# TASK OBJECTIVE:
Your output must consist of the records printed verbatim, with the pictures excluded.

BEGIN GIVEN DATA

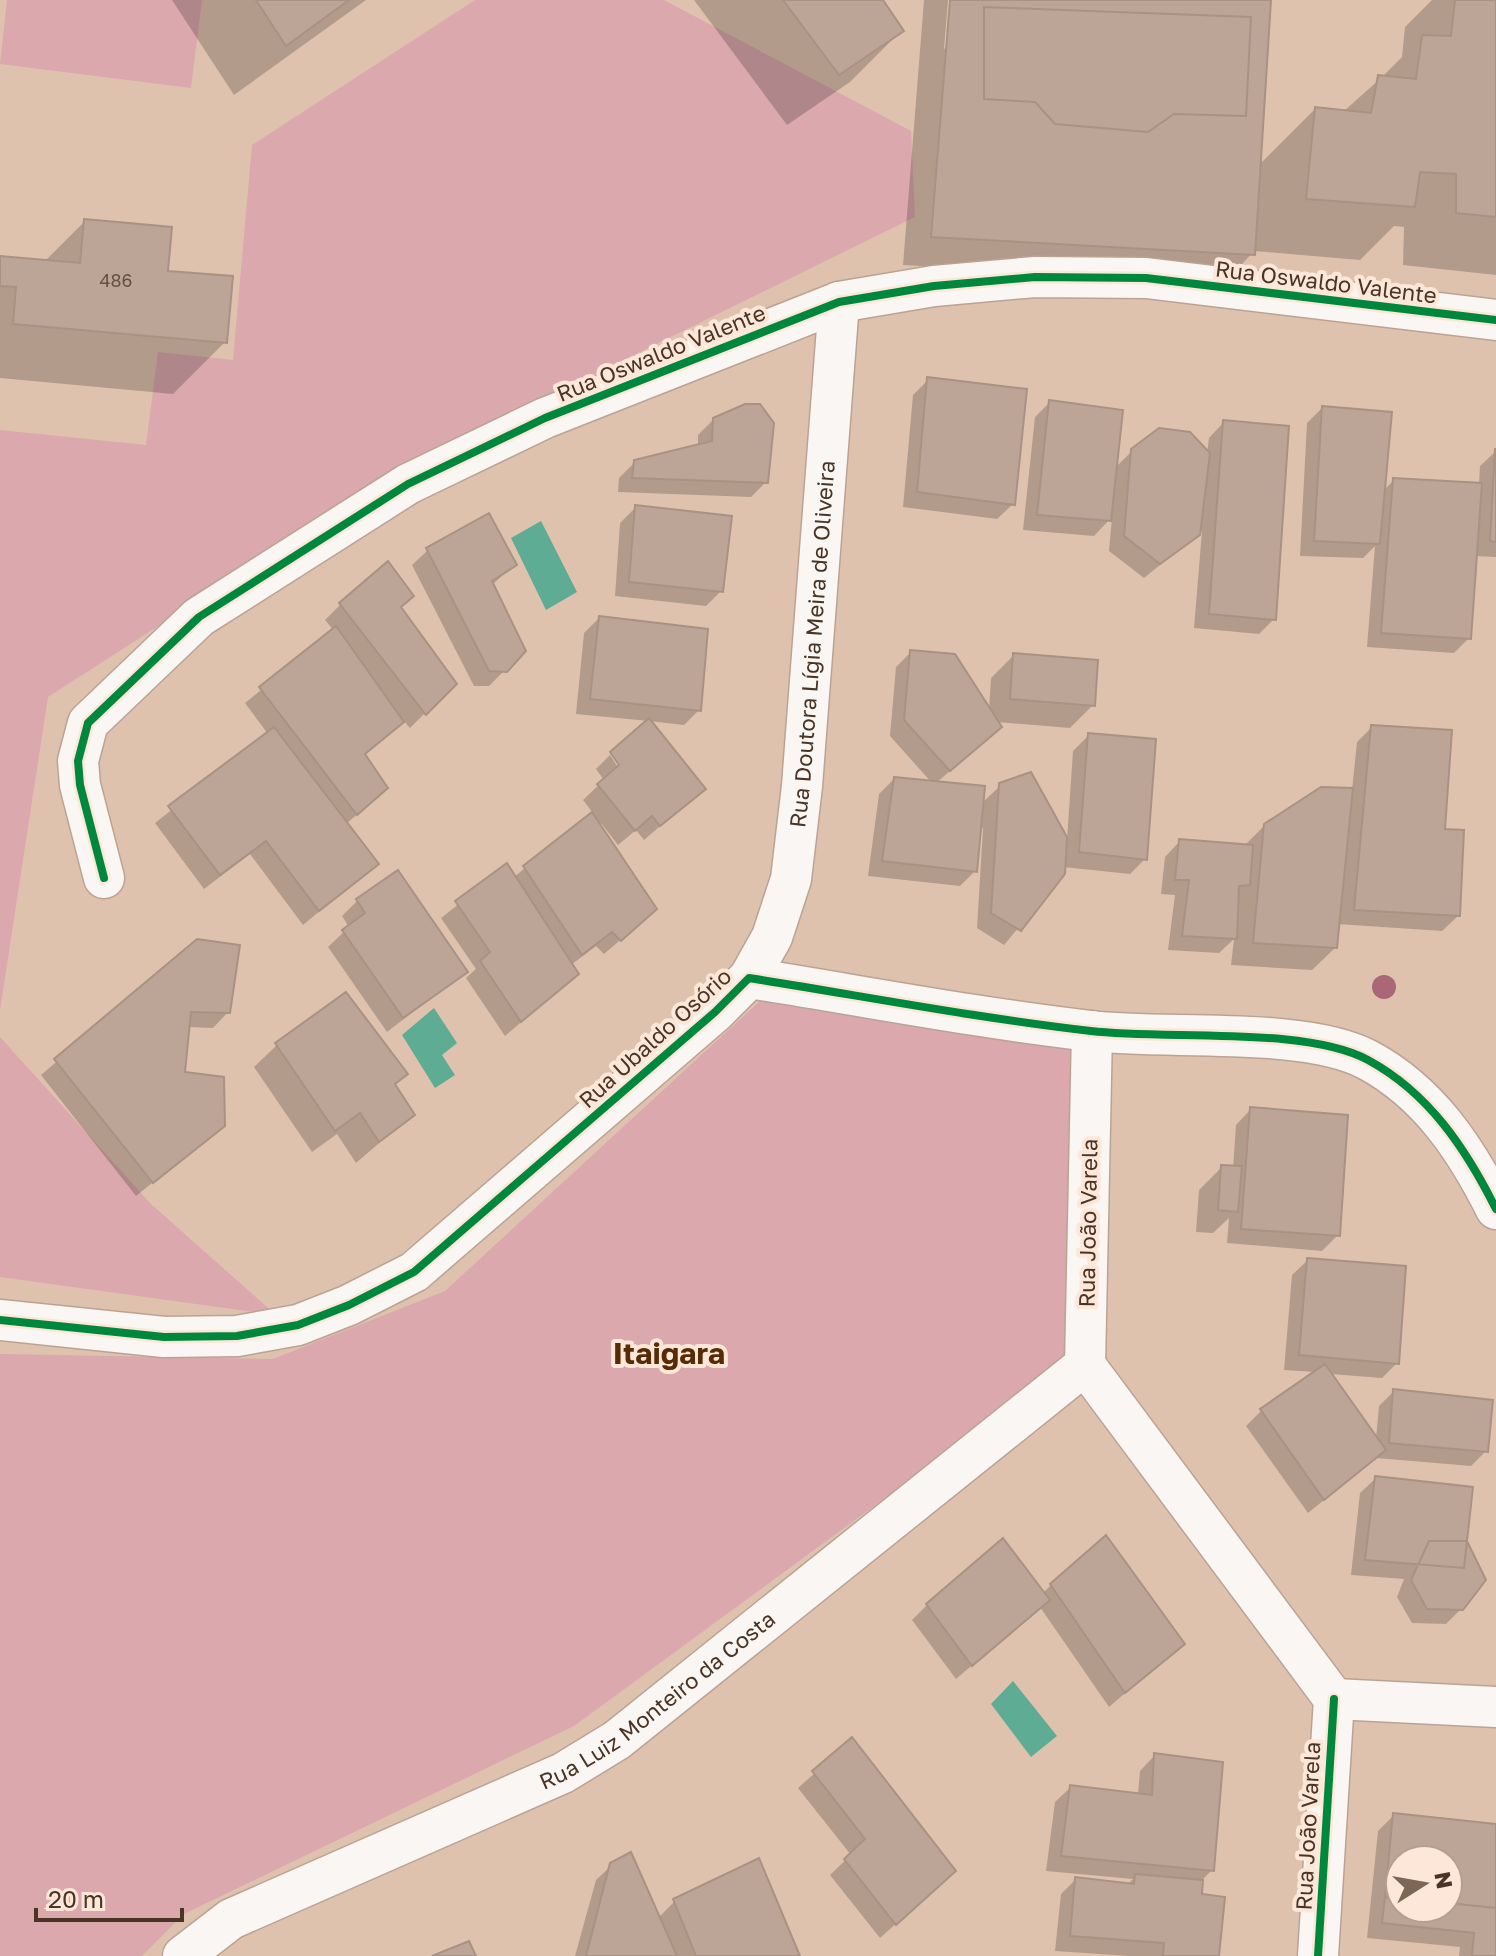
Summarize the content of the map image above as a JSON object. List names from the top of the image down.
{
  "streets": {
    "street": [
      "Rua Oswaldo Valente",
      "Rua Doutora Lígia Meira de Oliveira",
      "Rua Ubaldo Osório",
      "Rua João Varela",
      "Rua Luiz Monteiro da Costa"
    ]
  },
  "crossings": [
    ["Rua Oswaldo Valente", "Rua Doutora Lígia Meira de Oliveira"],
    ["Rua Doutora Lígia Meira de Oliveira", "Rua Ubaldo Osório"],
    ["Rua Ubaldo Osório", "Rua João Varela"],
    ["Rua João Varela", "Rua Luiz Monteiro da Costa"]
  ],
  "districts": ["Itaigara"],
  "house_numbers": ["486"],
  "scale_bar": "20 m",
  "north": "right"
}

END GIVEN DATA

# TASK ANSWER:
Summarize the content of the map image above as a JSON object. List names from the top of the image down.
{
  "streets": {
    "street": [
      "Rua Oswaldo Valente",
      "Rua Doutora Lígia Meira de Oliveira",
      "Rua Ubaldo Osório",
      "Rua João Varela",
      "Rua Luiz Monteiro da Costa"
    ]
  },
  "crossings": [
    ["Rua Oswaldo Valente", "Rua Doutora Lígia Meira de Oliveira"],
    ["Rua Doutora Lígia Meira de Oliveira", "Rua Ubaldo Osório"],
    ["Rua Ubaldo Osório", "Rua João Varela"],
    ["Rua João Varela", "Rua Luiz Monteiro da Costa"]
  ],
  "districts": ["Itaigara"],
  "house_numbers": ["486"],
  "scale_bar": "20 m",
  "north": "right"
}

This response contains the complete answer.